Minn. Senate revives Vikings stadium bill
Minn. Senate revives Vikings stadium bill
ST. PAUL, Minn. — A Minnesota Senate committee narrowly approved a public subsidy on Friday to help the Vikings build a new football stadium, reviving the team’s struggling effort just hours after NFL Commissioner Roger Goodell visited the state Capitol to jumpstart what had been a stalled stadium debate.
The Senate’s Local Government and Elections Committee passed the bill on an 8-6 vote after a hearing that stretched nearly four hours. While the stadium bill still faces a long haul in the waning days of Minnesota’s legislative session, the committee’s vote gave the $975 million stadium proposal new life four days after a companion bill’s defeat in a House committee sparked near panic among supporters.
The setback in the House had prompted the visit Friday by Goodell. He and Pittsburgh Steelers owner Art Rooney II met Friday morning with Gov. Mark Dayton and legislative leaders to stress the urgency of resolving the Vikings’ decadelong pursuit of a replacement for the Metrodome.
Though the Vikings will play next season in the dome, their lease there has expired. That has raised fears the franchise could get snatched by Los Angeles or another city seeking its own football team — a prospect Goodell did not exactly squelch.
Season over for
Cavs center Varejao
CLEVELAND — For the second straight season, Anderson Varejao won’t cross the finish line with the Cavaliers.
Cleveland’s hustling center was shut down for the remainder of the season on Friday by the Cavs because he’s still has soreness around his broken right wrist.

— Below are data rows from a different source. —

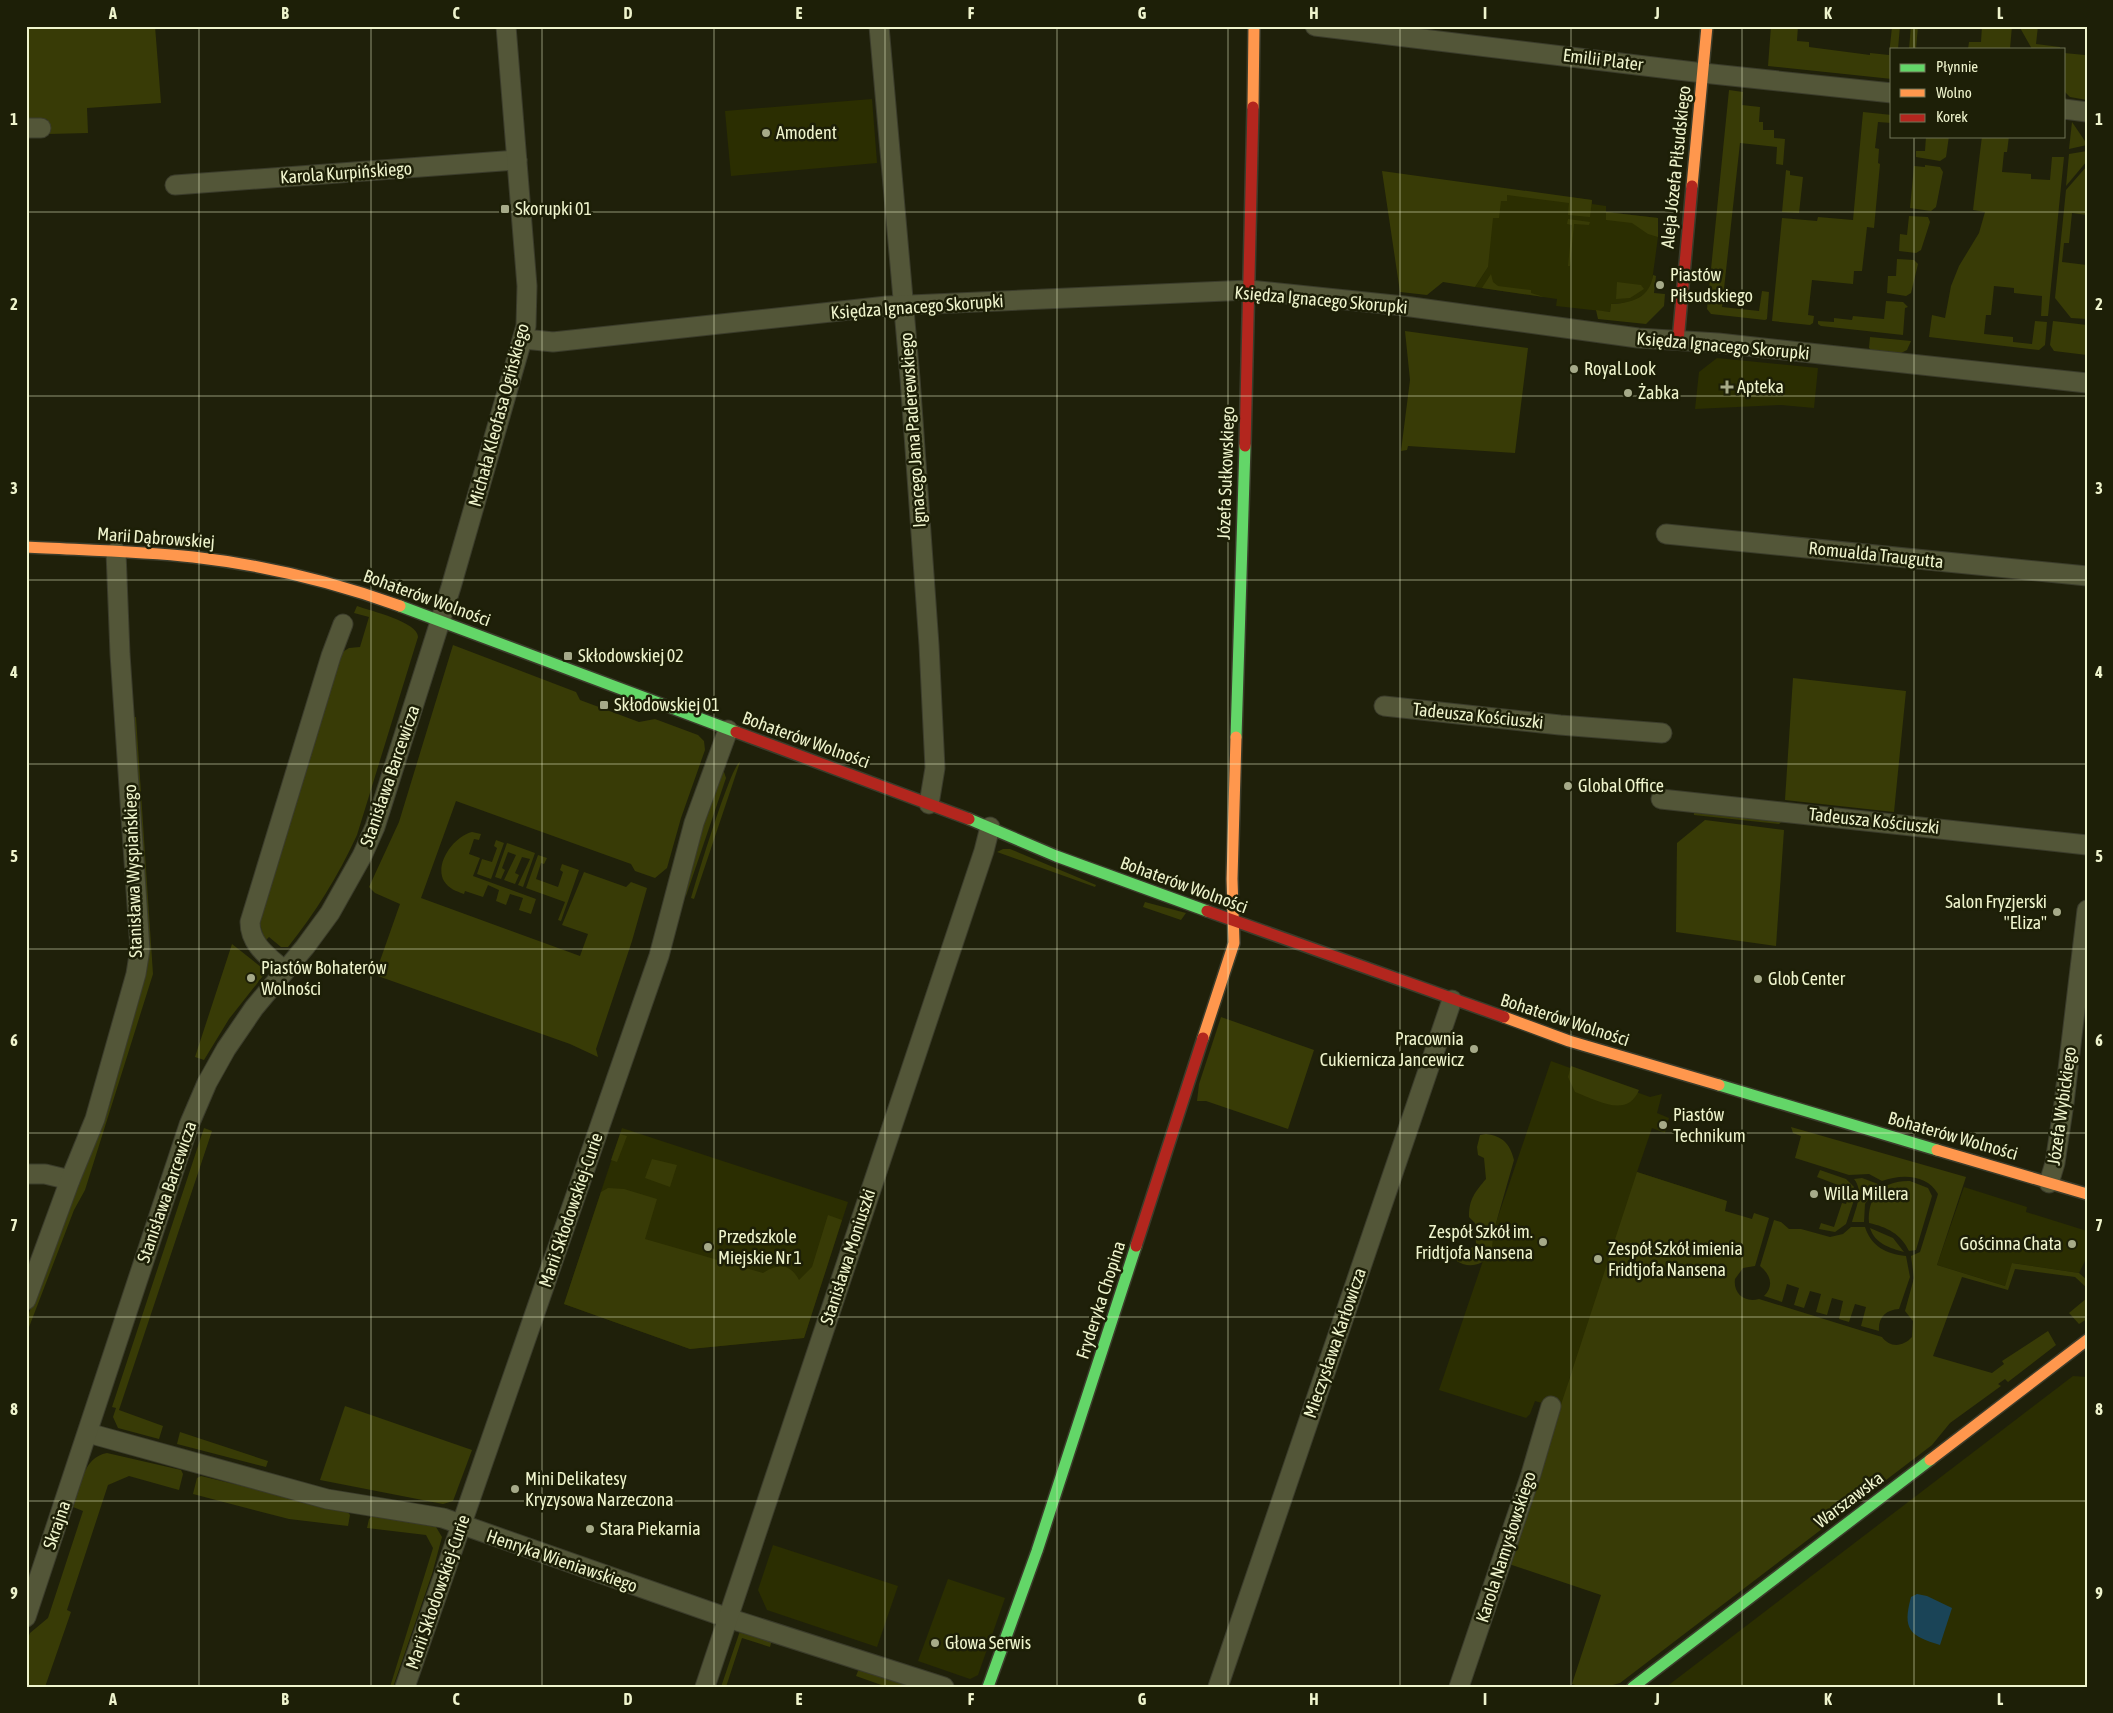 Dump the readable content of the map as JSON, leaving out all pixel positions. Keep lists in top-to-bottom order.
{
  "streets": {
    "street": [
      "Emilii Plater",
      "Aleja Józefa Piłsudskiego",
      "Karola Kurpińskiego",
      "Księdza Ignacego Skorupki",
      "Michała Kleofasa Ogińskiego",
      "Ignacego Jana Paderewskiego",
      "Józefa Sułkowskiego",
      "Marii Dąbrowskiej",
      "Romualda Traugutta",
      "Bohaterów Wolności",
      "Tadeusza Kościuszki",
      "Stanisława Barcewicza",
      "Stanisława Wyspiańskiego",
      "Józefa Wybickiego",
      "Marii Skłodowskiej-Curie",
      "Stanisława Moniuszki",
      "Fryderyka Chopina",
      "Mieczysława Karłowicza",
      "Warszawska",
      "Skrajna",
      "Karola Namysłowskiego",
      "Henryka Wieniawskiego"
    ]
  },
  "crossings": [
    ["Emilii Plater", "Aleja Józefa Piłsudskiego"],
    ["Aleja Józefa Piłsudskiego", "Księdza Ignacego Skorupki"],
    ["Karola Kurpińskiego", "Michała Kleofasa Ogińskiego"],
    ["Księdza Ignacego Skorupki", "Michała Kleofasa Ogińskiego"],
    ["Księdza Ignacego Skorupki", "Ignacego Jana Paderewskiego"],
    ["Księdza Ignacego Skorupki", "Józefa Sułkowskiego"],
    ["Michała Kleofasa Ogińskiego", "Bohaterów Wolności"],
    ["Michała Kleofasa Ogińskiego", "Stanisława Barcewicza"],
    ["Ignacego Jana Paderewskiego", "Bohaterów Wolności"],
    ["Józefa Sułkowskiego", "Bohaterów Wolności"],
    ["Józefa Sułkowskiego", "Fryderyka Chopina"],
    ["Marii Dąbrowskiej", "Bohaterów Wolności"],
    ["Marii Dąbrowskiej", "Stanisława Wyspiańskiego"],
    ["Bohaterów Wolności", "Stanisława Barcewicza"],
    ["Bohaterów Wolności", "Józefa Wybickiego"],
    ["Bohaterów Wolności", "Marii Skłodowskiej-Curie"],
    ["Bohaterów Wolności", "Stanisława Moniuszki"],
    ["Bohaterów Wolności", "Fryderyka Chopina"],
    ["Bohaterów Wolności", "Mieczysława Karłowicza"],
    ["Stanisława Barcewicza", "Skrajna"],
    ["Stanisława Barcewicza", "Henryka Wieniawskiego"],
    ["Marii Skłodowskiej-Curie", "Henryka Wieniawskiego"],
    ["Stanisława Moniuszki", "Henryka Wieniawskiego"],
    ["Skrajna", "Henryka Wieniawskiego"]
  ],
  "places": {
    "other": [
      "Amodent",
      "Piastów Piłsudskiego",
      "Royal Look",
      "Żabka",
      "Global Office",
      "Salon Fryzjerski \"Eliza\"",
      "Piastów Bohaterów Wolności",
      "Glob Center",
      "Pracownia Cukiernicza Jancewicz",
      "Piastów Technikum",
      "Willa Millera",
      "Zespół Szkół im. Fridtjofa Nansena",
      "Gościnna Chata",
      "Przedszkole Miejskie Nr 1",
      "Zespół Szkół imienia Fridtjofa Nansena",
      "Mini Delikatesy Kryzysowa Narzeczona",
      "Stara Piekarnia",
      "Głowa Serwis"
    ],
    "transit": ["Skorupki 01", "Skłodowskiej 02", "Skłodowskiej 01"],
    "health": ["Apteka"]
  },
  "legend": ["Płynnie", "Wolno", "Korek"],
  "grid": {
    "columns": [
      "A",
      "B",
      "C",
      "D",
      "E",
      "F",
      "G",
      "H",
      "I",
      "J",
      "K",
      "L"
    ],
    "rows": [
      "1",
      "2",
      "3",
      "4",
      "5",
      "6",
      "7",
      "8",
      "9"
    ]
  }
}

Varejao broke his wrist on Feb. 10 against Milwaukee, and while the fracture has healed, the area close to his wrist was causing him discomfort. It’s the second straight year Varejao has had his season cut short. Last year, he played in just 31 games before tearing a tendon in his right foot that required surgery.
The Cavs initially thought Varejao would miss no more than eight weeks, but Vareajo’s symptoms never completely subsided, and the team decided to end his season with five games remaining.
Former NFL safety Easterling dies at 62
ATLANTA — Former Atlanta Falcons safety Ray Easterling, who helped lead the team’s vaunted defense in the 1970s and later filed a high-profile lawsuit against the NFL targeting the league’s handling of concussion-related injuries, has died. He was 62.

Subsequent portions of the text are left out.